The simulation proceeded as follows: We defined the loglikelihood using the log of Eq. (18) in place of the quantity \(l_i(x_i^T\beta )\) appearing in Eq. (6). The penalty was specified according to the expression \(-t\beta ^T \Sigma ^{-1} \beta \) with \(\Sigma :=R\) matching the reported correlation matrix of the latent abilities. We then first drew a vector of latent abilities from the population using the reported factor correlation matrix (which equals the factor covariance matrix as all factors are standardized with unit variance). We then simulated a response according to the MRGM and evaluated the effect of inducing shrinkage. The simulation of a response was accomplished via Eq. (18) by computing the response probabilities for each category and then sampling a category using the response probability as a sampling weight. In contrast to the previous cases, to evaluate the shrinkage effect, we did not compare the shrinkage estimate with the MLE. Instead, we decided to compare two shrinkage estimators with different levels of shrinkage. This change is due to the fact that the MLE may not exist for a variety of response patterns (this problem becomes less severe with a large number of items though), which may impede the examination of the shrinkage effect.

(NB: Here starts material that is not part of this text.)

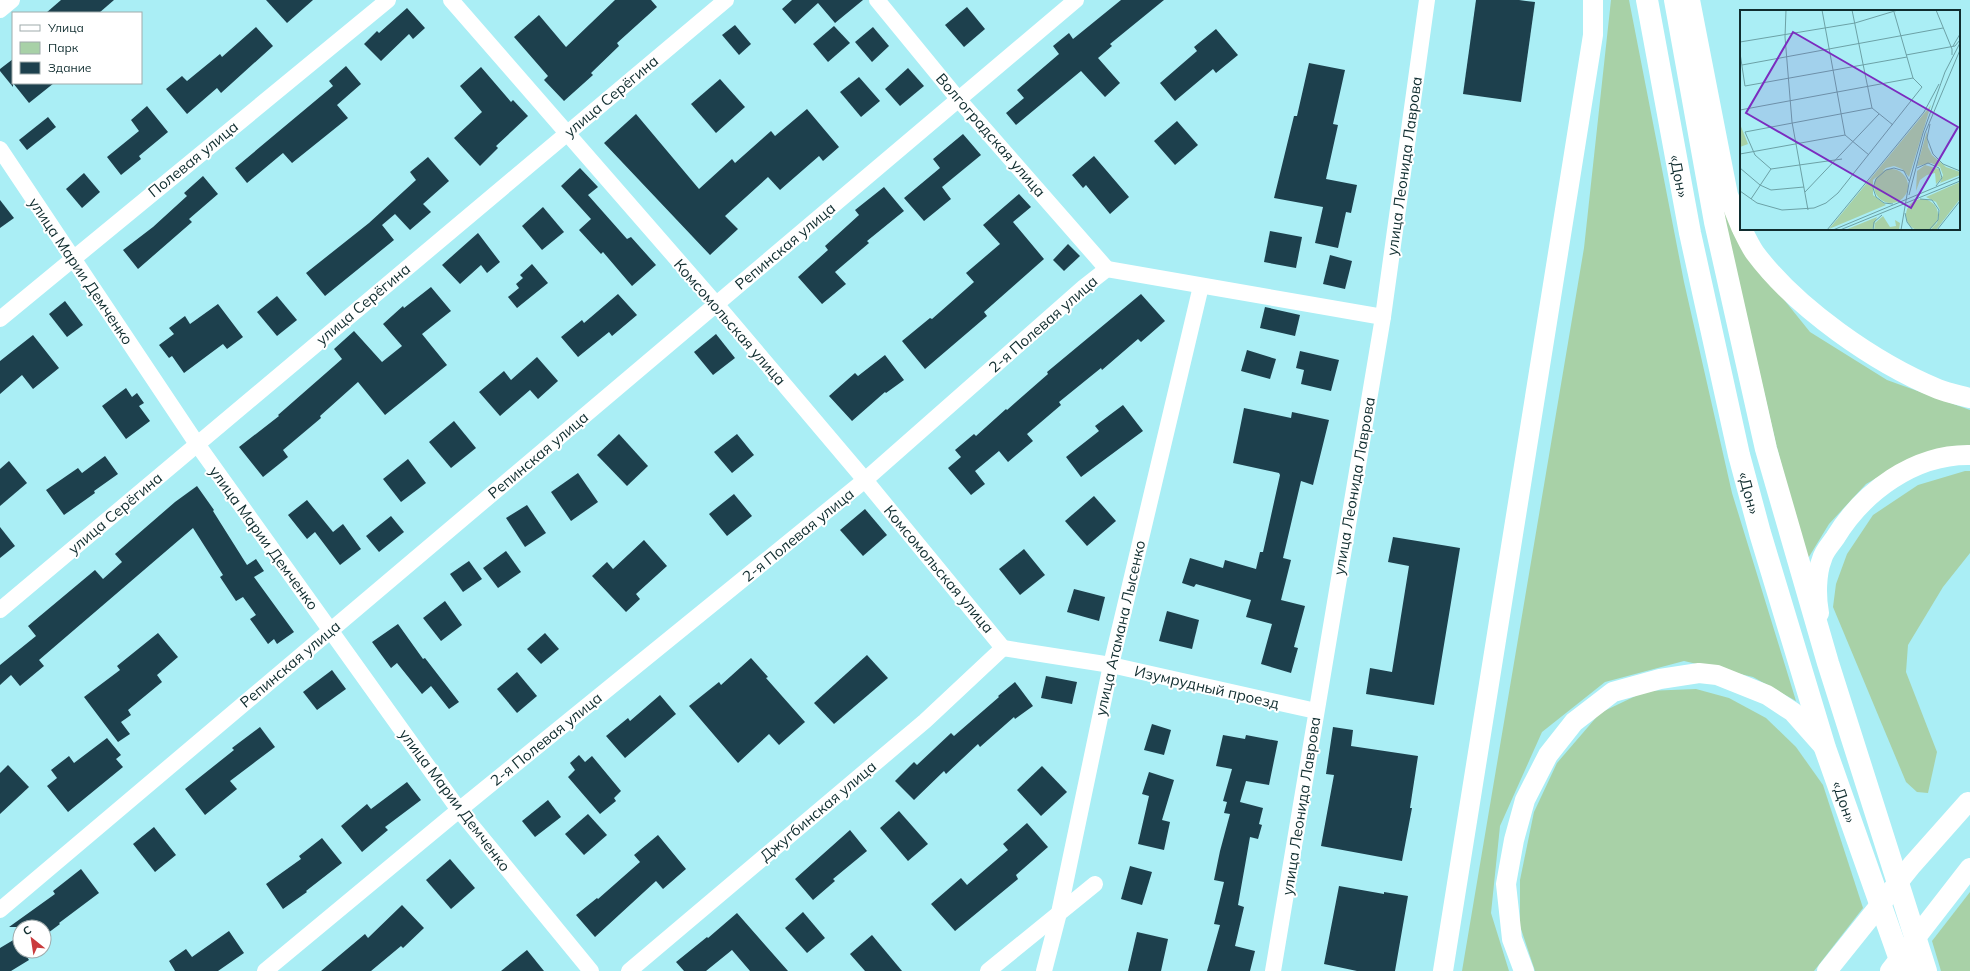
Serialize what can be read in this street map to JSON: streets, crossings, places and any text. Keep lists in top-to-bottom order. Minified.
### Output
{"streets":{"highway":["«Дон»"],"street":["улица Серёгина","Волгоградская улица","Полевая улица","улица Леонида Лаврова","Репинская улица","улица Марии Демченко","Комсомольская улица","2-я Полевая улица","улица Атамана Лысенко","Изумрудный проезд","Джугбинская улица"]},"crossings":[["улица Серёгина","улица Марии Демченко"],["улица Серёгина","Комсомольская улица"],["Волгоградская улица","Репинская улица"],["Волгоградская улица","2-я Полевая улица"],["Полевая улица","улица Марии Демченко"],["улица Леонида Лаврова","2-я Полевая улица"],["улица Леонида Лаврова","Изумрудный проезд"],["Репинская улица","улица Марии Демченко"],["Репинская улица","Комсомольская улица"],["улица Марии Демченко","2-я Полевая улица"],["Комсомольская улица","2-я Полевая улица"],["Комсомольская улица","Изумрудный проезд"],["Комсомольская улица","Джугбинская улица"],["2-я Полевая улица","улица Атамана Лысенко"],["улица Атамана Лысенко","Изумрудный проезд"],["Изумрудный проезд","Джугбинская улица"]],"legend":["Улица","Парк","Здание"],"north":"top left"}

In contrast, the shrinkage estimator exists for any possible response pattern. Hence, by comparing two different levels of shrinkage, the problem of the nonexistence of estimates is alleviated and a comparison is then straightforward. The results of the simulation—using \(t=0.5\) and \(t=1\) as levels of the shrinkage parameter—are comparable to case 1: In 47% of all simulation trials, we observed an amplification effect (“reverse shrinkage”) on at least one dimension. In addition, approximately 4% of all trials showed a sign reversal, that is, the two shrinkage estimates differed in the sign for some latent dimension.

4 Graphical Explanation

The described “amplification effect” may at first sight seem counterintuitive. However, we argue that the counterintuitive aspect is solely invoked by the oftentimes inappropriately applied label of “shrinkage.” In fact, if one subsumes under the label “shrinkage” just the implicit understanding that the length of the parameter vector shrinks, then there is nothing odd about the notion that some component might increase in magnitude (though this by no means implies that this behavior does not cause any problems in some applied settings—see the discussion in Sect. 5). However, our experience is that practitioners as well as some researchers expect the shrinkage effect to appear on each component. To provide a graphical explanation of why the latter is not true, it is useful to recast the Bayesian MAP in a Lagrange multiplier framework, which will then furnish a simple geometrical explanation (see also chapter 17 in Draper & Smith, 1998). To this end, suppose that within the linear regression framework we want to minimize the log-likelihood \(l(\beta )\) (which basically equals a least-squares problem) under the additional constraint that the length of the regression parameter \(\beta \) is bounded by c, i.e., under the constraint expressed by \(f(\beta )\le 0\) with \(f(\beta ):=\beta ^T \beta -c^2\). Then, the estimator under this constraint can be derived by solving the unconstraint optimization problem

$$\begin{aligned} l_p(\beta ):=l(\beta )+\lambda f(\beta )=l(\beta ) +\lambda \beta ^T \beta - \lambda c^2, \end{aligned}$$

wherein \(\lambda \) is a nonnegative Lagrange multiplier. The resulting estimator of \(\beta \) in this problem equals the Bayesian MAP using the parameter \(t=\lambda \) as shrinkage parameter. Hence, shrinkage estimators might be viewed as originating from a constraint optimization problem, wherein the constraint provides a sharp bound on the length of the regression parameter vector. Figure 1 illustrates the amplification effect within this modified, Lagrangian framework: The ellipsoids represent contour lines of the log-likelihood with the MLE (marked in red) in the center of the highest contour. By introducing a sharp constraint \(\beta ^T \beta -c^2\le 0\), we effectively search for the intersection of the circle (black) with the highest possible contour. This optimal point is marked in yellow in the figure and it can be seen that the y-coordinate of this point is further away from the prior mean (zero) than the respective MLE-coordinate. In fact, when casted within this framework, no expectations on (componentwise) shrinkage would arise in the first place, because a circle can clearly intersect the highest contour at a point which lies below the maximal contour (consisting of a single point—the MLE). Note that this reasoning has already been given in the context of ridge regression by, for instance, Draper and Smith (1998). However, the potential problem resulting from the amplification effect has—at least to the author’s knowledge—not been noted.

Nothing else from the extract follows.